Lebanon helps mass repatriation of OFWs

By Rhyse Furio, ABS–CBN Middle East News Bureau

Posted at Feb 02 2011 12:42 PM | Updated as of Feb 08 2011 08:57 PM

BEIRUT, Lebanon – The past three months have witnessed a wave of mass repatriations of distressed overseas Filipino workers (OFWs), the Philippine embassy stated.

According to embassy officials, this is due to closer collaboration between the embassy and the Lebanese General Security.
 
“Mass repatriations normally occur twice a year—mid–year and in December,” said Salome Mendoza, assistant labor attaché of the Philippine Overseas Labor Office. “It’s only as we approached 2011 that they’ve happened successively.”
 
The quick succession of mass repatriations resulted in the temporary emptying of the embassy’s Filipino Resource Center (FRC) on January 15, when the remaining 15 wards were sent home, followed by 8 from detention centers who were repatriated on January 17.
 
Accompanying the January 15 batch were two General Security officials: Mjr. Nader Abi Nader and Lt. Fadi Malak. Since then, the 2 officials have been meeting with their counterparts from the Department of Foreign Affairs (DFA), especially to discuss the quick repatriation of OFWs.
 
“We invited the two General Security officials to look into the deployment program in the Philippines,” said Ambassador Gilberto Asuque. “So it is an opportunity for them to see how we ensure that Filipinos who work abroad are protected.”
 
The mass repatriations began in June 2010, with the biggest batch of 162 distressed OFWs being repatriated on November 14 and 15: 127 from the FRC, 17 from detention centers, 2 from Caritas Lebanon Migrants’ Center and 16 who overstayed their visas.
 
This was followed on January 11 by the repatriation of 59 distressed OFWs: 53 from the FRC, and 6 from detention centers.
 
In all, 449 distressed OFWs have been repatriated within this 7–month period, according to Asuque.
 
“That means 449 experienced physical and verbal abuse, and we don’t want that to happen to Filipinos when they work in Lebanon,” said Asuque. “That’s why we have announced that the embassy is continuing negotiations with the Lebanese government for a memorandum of understanding.”
 
According to Mendoza, Lebanon has submitted a new draft of the Memorandum of Understanding (MOU) that is based on the Philippines' MOU with Jordan. Alternatively, the Philippine embassy is hoping that the Lebanese labor minister will introduce to the Lebanese parliament a law that specifically protects migrant workers.

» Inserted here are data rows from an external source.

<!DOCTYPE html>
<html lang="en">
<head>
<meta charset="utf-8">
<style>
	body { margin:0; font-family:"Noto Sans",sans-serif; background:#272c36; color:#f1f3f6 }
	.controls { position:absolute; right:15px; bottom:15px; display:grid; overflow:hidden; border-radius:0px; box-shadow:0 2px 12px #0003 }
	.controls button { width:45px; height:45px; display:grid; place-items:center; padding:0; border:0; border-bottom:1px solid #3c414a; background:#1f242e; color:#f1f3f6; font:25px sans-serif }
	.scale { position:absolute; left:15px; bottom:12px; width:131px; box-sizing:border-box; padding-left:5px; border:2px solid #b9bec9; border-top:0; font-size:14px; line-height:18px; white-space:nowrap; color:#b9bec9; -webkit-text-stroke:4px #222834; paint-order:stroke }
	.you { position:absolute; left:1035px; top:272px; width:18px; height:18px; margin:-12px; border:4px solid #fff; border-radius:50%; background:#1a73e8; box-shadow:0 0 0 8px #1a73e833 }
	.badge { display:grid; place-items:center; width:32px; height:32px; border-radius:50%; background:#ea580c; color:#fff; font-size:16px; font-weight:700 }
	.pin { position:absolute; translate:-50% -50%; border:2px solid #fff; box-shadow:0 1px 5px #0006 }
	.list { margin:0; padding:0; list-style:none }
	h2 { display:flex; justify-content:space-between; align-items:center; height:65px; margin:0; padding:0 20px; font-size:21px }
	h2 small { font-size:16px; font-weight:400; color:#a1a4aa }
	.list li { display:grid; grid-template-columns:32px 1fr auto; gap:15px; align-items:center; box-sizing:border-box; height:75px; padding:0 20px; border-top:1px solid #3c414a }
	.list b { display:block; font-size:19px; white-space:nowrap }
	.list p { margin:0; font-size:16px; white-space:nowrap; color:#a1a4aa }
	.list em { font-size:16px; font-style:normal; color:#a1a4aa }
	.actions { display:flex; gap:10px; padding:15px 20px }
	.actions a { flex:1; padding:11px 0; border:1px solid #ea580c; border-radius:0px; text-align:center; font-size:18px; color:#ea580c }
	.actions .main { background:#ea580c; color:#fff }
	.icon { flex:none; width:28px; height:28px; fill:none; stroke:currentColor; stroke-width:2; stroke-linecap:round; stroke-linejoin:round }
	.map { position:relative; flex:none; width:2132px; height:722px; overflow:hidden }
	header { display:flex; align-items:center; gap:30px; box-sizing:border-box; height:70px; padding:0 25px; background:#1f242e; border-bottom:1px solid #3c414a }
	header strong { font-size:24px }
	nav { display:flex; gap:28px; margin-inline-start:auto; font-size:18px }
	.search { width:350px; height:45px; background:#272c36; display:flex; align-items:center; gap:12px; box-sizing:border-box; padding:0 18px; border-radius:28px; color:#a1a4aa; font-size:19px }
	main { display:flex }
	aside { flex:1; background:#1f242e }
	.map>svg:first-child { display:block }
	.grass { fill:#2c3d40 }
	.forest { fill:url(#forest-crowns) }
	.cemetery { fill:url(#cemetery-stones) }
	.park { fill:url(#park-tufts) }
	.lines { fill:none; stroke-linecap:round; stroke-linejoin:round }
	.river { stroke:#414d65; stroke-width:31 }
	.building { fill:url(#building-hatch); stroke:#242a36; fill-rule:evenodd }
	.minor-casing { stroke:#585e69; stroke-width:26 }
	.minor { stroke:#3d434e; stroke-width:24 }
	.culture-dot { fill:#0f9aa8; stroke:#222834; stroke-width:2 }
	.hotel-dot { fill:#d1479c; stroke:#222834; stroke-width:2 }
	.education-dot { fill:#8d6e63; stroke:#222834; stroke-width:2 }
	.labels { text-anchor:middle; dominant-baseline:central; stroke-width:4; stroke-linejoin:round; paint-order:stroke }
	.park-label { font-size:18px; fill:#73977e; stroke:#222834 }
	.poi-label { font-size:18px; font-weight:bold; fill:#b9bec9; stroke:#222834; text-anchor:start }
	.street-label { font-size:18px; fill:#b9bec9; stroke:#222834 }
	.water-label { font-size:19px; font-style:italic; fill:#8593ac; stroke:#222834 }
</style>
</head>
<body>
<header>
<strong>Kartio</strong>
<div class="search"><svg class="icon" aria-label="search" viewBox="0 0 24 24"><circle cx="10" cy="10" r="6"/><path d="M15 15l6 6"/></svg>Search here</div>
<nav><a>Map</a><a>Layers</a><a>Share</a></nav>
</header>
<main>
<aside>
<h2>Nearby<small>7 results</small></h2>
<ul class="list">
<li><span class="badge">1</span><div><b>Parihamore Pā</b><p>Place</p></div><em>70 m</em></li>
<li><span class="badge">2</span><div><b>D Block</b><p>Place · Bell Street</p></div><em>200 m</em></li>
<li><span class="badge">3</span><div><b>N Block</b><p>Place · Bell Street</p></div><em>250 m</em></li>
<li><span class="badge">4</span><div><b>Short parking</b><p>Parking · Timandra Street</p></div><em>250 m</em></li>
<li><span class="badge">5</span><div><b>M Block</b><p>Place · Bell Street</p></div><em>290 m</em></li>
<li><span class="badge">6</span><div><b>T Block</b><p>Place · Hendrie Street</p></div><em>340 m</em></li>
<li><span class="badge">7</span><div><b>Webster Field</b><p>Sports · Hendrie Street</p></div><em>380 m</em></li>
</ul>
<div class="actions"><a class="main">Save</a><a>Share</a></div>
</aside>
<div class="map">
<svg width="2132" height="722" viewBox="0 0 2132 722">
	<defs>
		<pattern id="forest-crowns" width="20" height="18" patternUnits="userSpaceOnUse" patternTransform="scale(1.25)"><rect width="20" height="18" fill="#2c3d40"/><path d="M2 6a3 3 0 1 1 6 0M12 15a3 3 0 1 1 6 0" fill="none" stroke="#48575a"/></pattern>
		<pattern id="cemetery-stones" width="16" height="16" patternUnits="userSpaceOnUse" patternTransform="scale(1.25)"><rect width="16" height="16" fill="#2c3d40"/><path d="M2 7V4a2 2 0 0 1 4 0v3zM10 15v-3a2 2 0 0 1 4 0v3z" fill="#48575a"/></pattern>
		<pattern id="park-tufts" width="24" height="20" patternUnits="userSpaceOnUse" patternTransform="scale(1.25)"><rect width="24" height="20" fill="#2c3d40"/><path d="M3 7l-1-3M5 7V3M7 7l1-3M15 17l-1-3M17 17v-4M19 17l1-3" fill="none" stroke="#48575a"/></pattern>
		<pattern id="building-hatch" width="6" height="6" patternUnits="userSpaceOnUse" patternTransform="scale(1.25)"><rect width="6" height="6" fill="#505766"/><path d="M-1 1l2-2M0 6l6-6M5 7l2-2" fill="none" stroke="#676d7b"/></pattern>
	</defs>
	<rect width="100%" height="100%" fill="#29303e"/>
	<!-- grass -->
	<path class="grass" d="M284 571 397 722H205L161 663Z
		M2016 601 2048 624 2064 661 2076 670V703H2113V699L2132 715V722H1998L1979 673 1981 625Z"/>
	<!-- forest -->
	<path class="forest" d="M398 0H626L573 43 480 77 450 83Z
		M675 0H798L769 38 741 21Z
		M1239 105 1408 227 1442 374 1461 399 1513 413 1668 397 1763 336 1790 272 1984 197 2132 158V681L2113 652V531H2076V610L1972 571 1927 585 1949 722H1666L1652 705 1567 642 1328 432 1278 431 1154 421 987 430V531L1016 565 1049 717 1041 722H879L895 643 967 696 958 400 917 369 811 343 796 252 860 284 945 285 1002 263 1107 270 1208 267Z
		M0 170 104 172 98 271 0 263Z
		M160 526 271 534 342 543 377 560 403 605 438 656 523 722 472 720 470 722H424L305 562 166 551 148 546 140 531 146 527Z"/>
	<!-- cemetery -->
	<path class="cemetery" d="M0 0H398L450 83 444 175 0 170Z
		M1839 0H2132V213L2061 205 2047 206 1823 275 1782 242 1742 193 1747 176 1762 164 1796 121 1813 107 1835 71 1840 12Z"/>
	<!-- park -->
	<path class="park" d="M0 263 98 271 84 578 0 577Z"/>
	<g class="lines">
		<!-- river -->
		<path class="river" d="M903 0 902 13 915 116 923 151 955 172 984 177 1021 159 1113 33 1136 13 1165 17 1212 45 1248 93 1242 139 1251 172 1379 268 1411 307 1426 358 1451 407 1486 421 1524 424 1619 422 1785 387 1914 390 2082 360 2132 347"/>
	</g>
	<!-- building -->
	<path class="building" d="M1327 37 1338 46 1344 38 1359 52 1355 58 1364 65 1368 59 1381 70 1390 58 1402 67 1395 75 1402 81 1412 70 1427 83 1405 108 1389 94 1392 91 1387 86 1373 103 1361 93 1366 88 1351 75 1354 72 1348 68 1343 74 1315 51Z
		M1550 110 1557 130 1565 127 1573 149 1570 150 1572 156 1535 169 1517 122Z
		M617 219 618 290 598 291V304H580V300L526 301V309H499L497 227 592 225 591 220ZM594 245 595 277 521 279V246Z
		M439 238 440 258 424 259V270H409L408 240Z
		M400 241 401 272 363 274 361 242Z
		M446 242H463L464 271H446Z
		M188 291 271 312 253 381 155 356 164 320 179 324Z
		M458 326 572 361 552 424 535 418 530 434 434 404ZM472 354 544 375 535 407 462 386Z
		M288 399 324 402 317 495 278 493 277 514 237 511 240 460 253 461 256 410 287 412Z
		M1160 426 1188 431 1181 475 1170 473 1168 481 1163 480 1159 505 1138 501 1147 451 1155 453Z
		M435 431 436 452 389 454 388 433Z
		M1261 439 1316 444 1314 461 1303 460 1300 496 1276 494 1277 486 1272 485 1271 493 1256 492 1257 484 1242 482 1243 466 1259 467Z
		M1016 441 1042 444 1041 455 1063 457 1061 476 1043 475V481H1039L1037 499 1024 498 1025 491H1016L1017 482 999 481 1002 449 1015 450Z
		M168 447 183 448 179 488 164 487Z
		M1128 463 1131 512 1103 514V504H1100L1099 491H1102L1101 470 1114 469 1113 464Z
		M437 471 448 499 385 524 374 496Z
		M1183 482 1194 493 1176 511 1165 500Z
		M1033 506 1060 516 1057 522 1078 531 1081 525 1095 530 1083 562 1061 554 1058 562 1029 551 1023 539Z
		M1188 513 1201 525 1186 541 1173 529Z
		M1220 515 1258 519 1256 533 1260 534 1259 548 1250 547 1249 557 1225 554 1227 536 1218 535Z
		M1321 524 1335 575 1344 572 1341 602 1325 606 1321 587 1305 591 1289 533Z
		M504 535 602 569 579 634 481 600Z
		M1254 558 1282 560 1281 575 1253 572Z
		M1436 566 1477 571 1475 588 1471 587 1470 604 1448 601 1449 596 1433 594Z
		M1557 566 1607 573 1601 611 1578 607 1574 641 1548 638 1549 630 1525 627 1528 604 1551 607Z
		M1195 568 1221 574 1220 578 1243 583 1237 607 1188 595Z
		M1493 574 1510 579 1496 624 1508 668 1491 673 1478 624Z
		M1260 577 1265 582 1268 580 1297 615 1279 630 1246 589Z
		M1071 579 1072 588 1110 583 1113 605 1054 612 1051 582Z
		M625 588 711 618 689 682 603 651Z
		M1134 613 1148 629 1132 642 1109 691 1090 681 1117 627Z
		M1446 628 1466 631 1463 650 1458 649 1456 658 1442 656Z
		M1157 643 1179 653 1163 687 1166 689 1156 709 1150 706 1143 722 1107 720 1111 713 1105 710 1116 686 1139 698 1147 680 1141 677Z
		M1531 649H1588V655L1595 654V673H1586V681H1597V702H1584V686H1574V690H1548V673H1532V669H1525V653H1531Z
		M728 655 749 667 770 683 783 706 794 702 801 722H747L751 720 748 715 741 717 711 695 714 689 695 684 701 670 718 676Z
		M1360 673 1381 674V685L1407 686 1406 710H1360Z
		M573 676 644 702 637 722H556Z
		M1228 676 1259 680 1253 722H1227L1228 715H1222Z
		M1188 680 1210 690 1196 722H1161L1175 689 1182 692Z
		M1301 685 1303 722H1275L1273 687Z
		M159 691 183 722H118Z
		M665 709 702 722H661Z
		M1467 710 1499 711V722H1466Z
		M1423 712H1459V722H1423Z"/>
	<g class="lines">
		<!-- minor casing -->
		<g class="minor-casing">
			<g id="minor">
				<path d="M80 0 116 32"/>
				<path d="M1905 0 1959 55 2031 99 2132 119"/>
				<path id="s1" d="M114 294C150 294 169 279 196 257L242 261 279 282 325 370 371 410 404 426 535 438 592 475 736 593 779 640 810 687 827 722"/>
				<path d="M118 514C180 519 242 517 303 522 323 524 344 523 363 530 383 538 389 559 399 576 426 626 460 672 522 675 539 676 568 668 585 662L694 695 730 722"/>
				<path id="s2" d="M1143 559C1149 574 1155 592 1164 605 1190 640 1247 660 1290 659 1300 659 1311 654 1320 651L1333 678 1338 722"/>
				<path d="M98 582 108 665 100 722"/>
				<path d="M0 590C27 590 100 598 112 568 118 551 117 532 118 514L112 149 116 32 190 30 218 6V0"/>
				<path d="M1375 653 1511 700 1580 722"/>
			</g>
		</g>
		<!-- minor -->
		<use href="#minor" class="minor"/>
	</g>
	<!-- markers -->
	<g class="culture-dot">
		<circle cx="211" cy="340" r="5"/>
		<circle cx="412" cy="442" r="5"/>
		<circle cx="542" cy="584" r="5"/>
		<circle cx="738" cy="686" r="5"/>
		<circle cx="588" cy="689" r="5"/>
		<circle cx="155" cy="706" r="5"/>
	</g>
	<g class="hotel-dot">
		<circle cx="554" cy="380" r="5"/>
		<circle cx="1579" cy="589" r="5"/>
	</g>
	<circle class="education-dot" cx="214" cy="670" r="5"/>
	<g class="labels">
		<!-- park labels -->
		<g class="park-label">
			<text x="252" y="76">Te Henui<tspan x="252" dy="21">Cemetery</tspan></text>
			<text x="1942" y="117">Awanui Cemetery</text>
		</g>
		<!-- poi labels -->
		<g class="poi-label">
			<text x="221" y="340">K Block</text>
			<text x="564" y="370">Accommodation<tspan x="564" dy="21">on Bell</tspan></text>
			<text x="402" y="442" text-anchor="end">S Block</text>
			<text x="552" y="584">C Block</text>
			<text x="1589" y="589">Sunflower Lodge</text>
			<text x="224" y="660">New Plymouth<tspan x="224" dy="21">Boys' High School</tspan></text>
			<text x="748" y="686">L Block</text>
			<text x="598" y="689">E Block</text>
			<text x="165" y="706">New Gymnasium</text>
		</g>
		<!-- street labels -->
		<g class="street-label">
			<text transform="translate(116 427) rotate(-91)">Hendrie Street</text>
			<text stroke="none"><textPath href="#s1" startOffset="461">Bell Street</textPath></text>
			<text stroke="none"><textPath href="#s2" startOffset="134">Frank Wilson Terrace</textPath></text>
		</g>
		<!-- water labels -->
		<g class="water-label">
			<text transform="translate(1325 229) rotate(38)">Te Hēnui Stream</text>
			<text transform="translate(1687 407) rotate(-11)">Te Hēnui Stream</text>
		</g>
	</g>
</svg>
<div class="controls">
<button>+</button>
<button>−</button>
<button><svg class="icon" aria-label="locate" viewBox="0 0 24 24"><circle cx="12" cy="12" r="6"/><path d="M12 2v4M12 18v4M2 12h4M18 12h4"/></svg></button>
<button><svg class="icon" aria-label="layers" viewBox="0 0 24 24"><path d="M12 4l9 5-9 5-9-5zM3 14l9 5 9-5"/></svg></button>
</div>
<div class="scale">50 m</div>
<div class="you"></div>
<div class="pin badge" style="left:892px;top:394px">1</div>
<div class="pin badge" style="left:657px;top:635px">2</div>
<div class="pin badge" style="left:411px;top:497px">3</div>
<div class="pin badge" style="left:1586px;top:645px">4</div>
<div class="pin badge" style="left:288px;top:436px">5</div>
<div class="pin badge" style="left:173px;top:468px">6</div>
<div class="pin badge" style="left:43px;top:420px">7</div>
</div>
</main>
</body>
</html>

The MOU and law on migrant workers’ protection are two conditions stipulated in Section 4 of Republic Act 10022, or the Amended Migrant Workers’ Act.
 
“Any one of those two conditions will enable us to review the current policy on deployment to Lebanon, but at the moment, as things stand, the ban stays,” stated Asuque.
 
The ban has been in place since June 18, 2007, after the war in Lebanon in 2006.
 
Recently, Lebanon entered into another period of conflict with the toppling of former prime minister Saad Hariri’s government and the appointment of Najib Mikati to the position. Asked how the current volatile political situation in Lebanon affects negotiations on the MOU, Asuque declined to comment, saying he submitted his analysis to the DFA.
 
The embassy does hope that potential OFWs would be warned against coming to work in Lebanon.
 
“I hope that through the arrival of the mass repatriation batches, prospective OFWs will pick up that they should defer coming here, because we are still working on agreements to protect them and improve their working conditions,” said Assistance to Nationals (ATN) Officer Edwin Batallones.
 
The ATN office is responsible for disbursing repatriation funds by dipping into a yearly budget provided by the DFA. According to Asuque, ATN funds paid the airfare for 405 of the 449 repatriates.
 
The embassy has also been able to seek the help of immigration authorities in waiving violation-of-contract costs incurred by runaway OFWs. These include, per person, about $3,000 in employer’s deployment cost and approximately $200 per year in penalties due to terminated work papers. Through close cooperative efforts between the embassy and General Security, the Philippine government ended up paying only the repatriates’ Beirut–Manila airfare.
 
The embassy hopes that, through talks with the DFA, Abi Nader and Malak can convey information that could help solve some of the challenges faced by OFWs in Lebanon. In the meantime, the DFA and the Department of Labor and Employment are reviewing the current MOU draft based on the Jordanian model. If the MOU is signed, said Mendoza, the lifting of the deployment ban to Lebanon may not be far off.